**DATASET CONTENT**
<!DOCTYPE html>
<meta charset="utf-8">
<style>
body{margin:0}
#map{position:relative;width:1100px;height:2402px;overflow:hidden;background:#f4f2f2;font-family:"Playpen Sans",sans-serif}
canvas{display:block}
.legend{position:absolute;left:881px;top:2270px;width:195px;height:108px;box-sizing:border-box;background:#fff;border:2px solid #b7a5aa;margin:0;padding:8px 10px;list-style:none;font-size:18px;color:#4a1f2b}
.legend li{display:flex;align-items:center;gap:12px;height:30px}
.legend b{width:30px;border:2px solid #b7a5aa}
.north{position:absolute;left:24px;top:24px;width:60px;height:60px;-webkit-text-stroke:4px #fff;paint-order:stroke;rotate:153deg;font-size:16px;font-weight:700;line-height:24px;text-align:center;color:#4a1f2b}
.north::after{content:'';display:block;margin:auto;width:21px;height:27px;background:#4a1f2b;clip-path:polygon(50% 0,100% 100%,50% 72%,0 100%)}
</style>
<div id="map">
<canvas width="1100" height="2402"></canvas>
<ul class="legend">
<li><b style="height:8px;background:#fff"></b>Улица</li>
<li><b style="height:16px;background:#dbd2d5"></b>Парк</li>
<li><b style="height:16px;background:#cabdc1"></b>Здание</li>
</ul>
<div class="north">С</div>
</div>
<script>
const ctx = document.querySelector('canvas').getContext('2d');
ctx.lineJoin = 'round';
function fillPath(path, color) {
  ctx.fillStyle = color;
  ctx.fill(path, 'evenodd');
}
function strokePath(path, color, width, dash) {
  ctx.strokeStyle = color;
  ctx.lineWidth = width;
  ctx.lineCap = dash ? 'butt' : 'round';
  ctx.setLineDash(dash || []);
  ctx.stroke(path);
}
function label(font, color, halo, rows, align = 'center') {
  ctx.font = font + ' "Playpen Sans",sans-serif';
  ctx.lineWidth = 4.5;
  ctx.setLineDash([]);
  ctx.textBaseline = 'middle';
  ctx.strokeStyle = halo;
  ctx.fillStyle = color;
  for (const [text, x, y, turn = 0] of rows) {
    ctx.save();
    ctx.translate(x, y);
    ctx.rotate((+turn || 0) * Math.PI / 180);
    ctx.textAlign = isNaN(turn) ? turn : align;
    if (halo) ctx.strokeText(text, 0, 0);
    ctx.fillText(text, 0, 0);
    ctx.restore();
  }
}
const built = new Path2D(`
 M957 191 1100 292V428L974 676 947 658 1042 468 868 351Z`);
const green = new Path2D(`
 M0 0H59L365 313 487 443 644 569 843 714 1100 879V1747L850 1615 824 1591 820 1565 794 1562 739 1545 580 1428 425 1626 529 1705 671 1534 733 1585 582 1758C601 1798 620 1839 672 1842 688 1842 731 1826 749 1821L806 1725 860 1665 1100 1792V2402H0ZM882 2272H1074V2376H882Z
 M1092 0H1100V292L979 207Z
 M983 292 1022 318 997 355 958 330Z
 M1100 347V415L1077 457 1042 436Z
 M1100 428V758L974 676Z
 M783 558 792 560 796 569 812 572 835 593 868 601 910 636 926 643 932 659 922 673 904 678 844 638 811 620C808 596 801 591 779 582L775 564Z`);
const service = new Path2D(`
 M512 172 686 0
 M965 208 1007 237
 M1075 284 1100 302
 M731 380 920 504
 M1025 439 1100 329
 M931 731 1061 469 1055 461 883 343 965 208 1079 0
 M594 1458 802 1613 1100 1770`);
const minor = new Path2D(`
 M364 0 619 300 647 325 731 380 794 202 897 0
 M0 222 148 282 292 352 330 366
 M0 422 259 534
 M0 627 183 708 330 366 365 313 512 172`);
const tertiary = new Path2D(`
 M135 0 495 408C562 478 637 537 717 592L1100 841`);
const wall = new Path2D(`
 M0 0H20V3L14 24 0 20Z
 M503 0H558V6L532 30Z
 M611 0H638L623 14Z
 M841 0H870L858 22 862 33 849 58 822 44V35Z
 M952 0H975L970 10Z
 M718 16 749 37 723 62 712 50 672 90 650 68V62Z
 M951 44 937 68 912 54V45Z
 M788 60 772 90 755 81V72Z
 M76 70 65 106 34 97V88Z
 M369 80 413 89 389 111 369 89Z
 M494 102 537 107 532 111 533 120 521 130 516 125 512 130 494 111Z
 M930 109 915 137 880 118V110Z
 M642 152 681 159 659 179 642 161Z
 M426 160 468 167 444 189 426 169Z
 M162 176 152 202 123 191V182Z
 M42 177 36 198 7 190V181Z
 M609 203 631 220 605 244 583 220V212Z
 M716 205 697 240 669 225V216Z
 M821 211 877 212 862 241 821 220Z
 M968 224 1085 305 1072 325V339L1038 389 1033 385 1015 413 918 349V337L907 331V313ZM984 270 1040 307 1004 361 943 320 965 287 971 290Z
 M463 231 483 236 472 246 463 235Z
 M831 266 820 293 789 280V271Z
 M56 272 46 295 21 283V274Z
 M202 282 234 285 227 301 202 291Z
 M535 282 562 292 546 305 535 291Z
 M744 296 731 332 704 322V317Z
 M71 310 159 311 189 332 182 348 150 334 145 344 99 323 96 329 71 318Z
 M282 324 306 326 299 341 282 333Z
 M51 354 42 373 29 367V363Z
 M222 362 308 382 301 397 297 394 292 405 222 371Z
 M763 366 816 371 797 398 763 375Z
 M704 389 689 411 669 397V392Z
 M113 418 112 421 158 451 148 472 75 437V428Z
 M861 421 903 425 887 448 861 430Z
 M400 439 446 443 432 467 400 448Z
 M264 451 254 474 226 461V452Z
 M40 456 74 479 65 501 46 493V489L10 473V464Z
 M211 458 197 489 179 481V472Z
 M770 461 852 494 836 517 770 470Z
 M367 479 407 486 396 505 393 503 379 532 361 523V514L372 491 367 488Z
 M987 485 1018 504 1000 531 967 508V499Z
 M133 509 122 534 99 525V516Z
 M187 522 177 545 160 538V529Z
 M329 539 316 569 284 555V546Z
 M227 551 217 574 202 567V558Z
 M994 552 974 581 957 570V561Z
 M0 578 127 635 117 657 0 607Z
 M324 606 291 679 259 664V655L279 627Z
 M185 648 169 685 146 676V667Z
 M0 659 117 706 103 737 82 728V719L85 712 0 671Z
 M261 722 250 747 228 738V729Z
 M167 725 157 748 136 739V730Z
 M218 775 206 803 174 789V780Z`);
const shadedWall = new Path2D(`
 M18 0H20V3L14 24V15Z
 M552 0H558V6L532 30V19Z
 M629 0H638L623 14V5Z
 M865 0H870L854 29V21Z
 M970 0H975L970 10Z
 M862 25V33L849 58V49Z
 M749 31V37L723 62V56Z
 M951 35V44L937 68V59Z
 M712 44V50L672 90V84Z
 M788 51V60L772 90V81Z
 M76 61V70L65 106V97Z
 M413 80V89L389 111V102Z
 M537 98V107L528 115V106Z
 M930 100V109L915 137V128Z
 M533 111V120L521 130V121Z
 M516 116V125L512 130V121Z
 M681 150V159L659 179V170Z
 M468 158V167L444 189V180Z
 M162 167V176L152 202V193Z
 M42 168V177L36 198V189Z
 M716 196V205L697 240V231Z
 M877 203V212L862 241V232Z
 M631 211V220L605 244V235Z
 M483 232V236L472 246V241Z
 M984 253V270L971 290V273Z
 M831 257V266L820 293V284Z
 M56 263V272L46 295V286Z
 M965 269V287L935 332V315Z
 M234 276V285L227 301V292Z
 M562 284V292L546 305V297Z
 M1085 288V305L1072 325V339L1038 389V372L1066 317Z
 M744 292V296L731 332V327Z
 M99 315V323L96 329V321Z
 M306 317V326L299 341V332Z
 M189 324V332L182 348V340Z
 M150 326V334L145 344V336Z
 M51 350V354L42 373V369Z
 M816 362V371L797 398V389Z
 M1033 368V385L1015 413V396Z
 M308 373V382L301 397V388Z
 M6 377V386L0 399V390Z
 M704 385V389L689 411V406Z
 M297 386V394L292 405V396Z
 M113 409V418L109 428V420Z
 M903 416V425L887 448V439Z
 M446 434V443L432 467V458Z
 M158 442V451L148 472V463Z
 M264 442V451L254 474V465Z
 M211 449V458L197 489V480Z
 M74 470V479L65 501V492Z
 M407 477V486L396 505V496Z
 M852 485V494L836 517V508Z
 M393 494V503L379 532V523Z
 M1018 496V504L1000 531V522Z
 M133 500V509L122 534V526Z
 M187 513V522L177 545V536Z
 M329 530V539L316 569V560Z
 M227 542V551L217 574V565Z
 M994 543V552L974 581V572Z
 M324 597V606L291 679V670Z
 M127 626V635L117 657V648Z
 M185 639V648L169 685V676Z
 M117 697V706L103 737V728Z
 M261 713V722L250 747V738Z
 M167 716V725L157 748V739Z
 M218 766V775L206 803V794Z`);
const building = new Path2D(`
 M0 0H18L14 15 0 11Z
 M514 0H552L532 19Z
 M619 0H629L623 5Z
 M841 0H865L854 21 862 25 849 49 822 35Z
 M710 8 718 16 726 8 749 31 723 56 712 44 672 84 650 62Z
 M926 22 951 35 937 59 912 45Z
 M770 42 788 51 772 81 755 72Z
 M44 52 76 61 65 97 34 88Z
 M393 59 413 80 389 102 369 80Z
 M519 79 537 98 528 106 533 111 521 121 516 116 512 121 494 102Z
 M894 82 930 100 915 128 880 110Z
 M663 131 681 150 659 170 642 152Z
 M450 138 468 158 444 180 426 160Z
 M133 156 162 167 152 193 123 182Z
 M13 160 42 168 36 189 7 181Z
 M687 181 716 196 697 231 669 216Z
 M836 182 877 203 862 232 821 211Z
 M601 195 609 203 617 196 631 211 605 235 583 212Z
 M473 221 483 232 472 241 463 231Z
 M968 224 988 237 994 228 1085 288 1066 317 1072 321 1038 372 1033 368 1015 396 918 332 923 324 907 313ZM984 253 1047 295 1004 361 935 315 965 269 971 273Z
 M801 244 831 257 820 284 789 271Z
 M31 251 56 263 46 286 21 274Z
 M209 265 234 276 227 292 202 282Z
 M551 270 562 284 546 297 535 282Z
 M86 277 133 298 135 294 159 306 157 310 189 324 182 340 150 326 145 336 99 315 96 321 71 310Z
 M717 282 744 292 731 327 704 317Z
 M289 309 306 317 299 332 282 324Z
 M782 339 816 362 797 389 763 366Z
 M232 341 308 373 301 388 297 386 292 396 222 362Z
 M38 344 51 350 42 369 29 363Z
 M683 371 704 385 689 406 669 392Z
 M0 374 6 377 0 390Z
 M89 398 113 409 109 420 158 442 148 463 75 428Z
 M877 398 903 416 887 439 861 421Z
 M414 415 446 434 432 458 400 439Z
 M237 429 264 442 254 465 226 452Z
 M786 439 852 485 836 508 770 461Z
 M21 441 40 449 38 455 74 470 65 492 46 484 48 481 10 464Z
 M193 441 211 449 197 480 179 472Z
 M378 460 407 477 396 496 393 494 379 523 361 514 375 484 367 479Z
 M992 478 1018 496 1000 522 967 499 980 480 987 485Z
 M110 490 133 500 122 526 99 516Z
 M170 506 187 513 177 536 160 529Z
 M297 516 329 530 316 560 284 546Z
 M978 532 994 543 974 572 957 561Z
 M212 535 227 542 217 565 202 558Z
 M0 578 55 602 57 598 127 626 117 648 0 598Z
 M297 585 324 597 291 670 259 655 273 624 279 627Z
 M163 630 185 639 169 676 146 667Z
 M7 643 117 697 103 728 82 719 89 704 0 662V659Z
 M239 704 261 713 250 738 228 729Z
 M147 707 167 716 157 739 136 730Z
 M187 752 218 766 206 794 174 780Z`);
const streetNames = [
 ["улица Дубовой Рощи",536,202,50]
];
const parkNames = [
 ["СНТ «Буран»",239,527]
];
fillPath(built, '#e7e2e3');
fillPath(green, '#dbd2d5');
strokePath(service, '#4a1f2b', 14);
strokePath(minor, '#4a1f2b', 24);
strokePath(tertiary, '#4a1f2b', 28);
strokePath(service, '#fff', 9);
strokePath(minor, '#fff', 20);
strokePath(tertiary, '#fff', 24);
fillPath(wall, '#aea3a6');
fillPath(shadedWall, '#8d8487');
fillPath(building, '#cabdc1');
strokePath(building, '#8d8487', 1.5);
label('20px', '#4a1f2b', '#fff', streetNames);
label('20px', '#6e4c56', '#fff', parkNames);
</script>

**WHAT IS EXPECTED**
Would you copy out exactly the lines above that start at the one containing "M770 461 852 494 836 517 770 470Z" and end at the one containing "M324 597V606L291 679V670Z", inclusive?

**RESPONSE AREA**
 M770 461 852 494 836 517 770 470Z
 M367 479 407 486 396 505 393 503 379 532 361 523V514L372 491 367 488Z
 M987 485 1018 504 1000 531 967 508V499Z
 M133 509 122 534 99 525V516Z
 M187 522 177 545 160 538V529Z
 M329 539 316 569 284 555V546Z
 M227 551 217 574 202 567V558Z
 M994 552 974 581 957 570V561Z
 M0 578 127 635 117 657 0 607Z
 M324 606 291 679 259 664V655L279 627Z
 M185 648 169 685 146 676V667Z
 M0 659 117 706 103 737 82 728V719L85 712 0 671Z
 M261 722 250 747 228 738V729Z
 M167 725 157 748 136 739V730Z
 M218 775 206 803 174 789V780Z`);
const shadedWall = new Path2D(`
 M18 0H20V3L14 24V15Z
 M552 0H558V6L532 30V19Z
 M629 0H638L623 14V5Z
 M865 0H870L854 29V21Z
 M970 0H975L970 10Z
 M862 25V33L849 58V49Z
 M749 31V37L723 62V56Z
 M951 35V44L937 68V59Z
 M712 44V50L672 90V84Z
 M788 51V60L772 90V81Z
 M76 61V70L65 106V97Z
 M413 80V89L389 111V102Z
 M537 98V107L528 115V106Z
 M930 100V109L915 137V128Z
 M533 111V120L521 130V121Z
 M516 116V125L512 130V121Z
 M681 150V159L659 179V170Z
 M468 158V167L444 189V180Z
 M162 167V176L152 202V193Z
 M42 168V177L36 198V189Z
 M716 196V205L697 240V231Z
 M877 203V212L862 241V232Z
 M631 211V220L605 244V235Z
 M483 232V236L472 246V241Z
 M984 253V270L971 290V273Z
 M831 257V266L820 293V284Z
 M56 263V272L46 295V286Z
 M965 269V287L935 332V315Z
 M234 276V285L227 301V292Z
 M562 284V292L546 305V297Z
 M1085 288V305L1072 325V339L1038 389V372L1066 317Z
 M744 292V296L731 332V327Z
 M99 315V323L96 329V321Z
 M306 317V326L299 341V332Z
 M189 324V332L182 348V340Z
 M150 326V334L145 344V336Z
 M51 350V354L42 373V369Z
 M816 362V371L797 398V389Z
 M1033 368V385L1015 413V396Z
 M308 373V382L301 397V388Z
 M6 377V386L0 399V390Z
 M704 385V389L689 411V406Z
 M297 386V394L292 405V396Z
 M113 409V418L109 428V420Z
 M903 416V425L887 448V439Z
 M446 434V443L432 467V458Z
 M158 442V451L148 472V463Z
 M264 442V451L254 474V465Z
 M211 449V458L197 489V480Z
 M74 470V479L65 501V492Z
 M407 477V486L396 505V496Z
 M852 485V494L836 517V508Z
 M393 494V503L379 532V523Z
 M1018 496V504L1000 531V522Z
 M133 500V509L122 534V526Z
 M187 513V522L177 545V536Z
 M329 530V539L316 569V560Z
 M227 542V551L217 574V565Z
 M994 543V552L974 581V572Z
 M324 597V606L291 679V670Z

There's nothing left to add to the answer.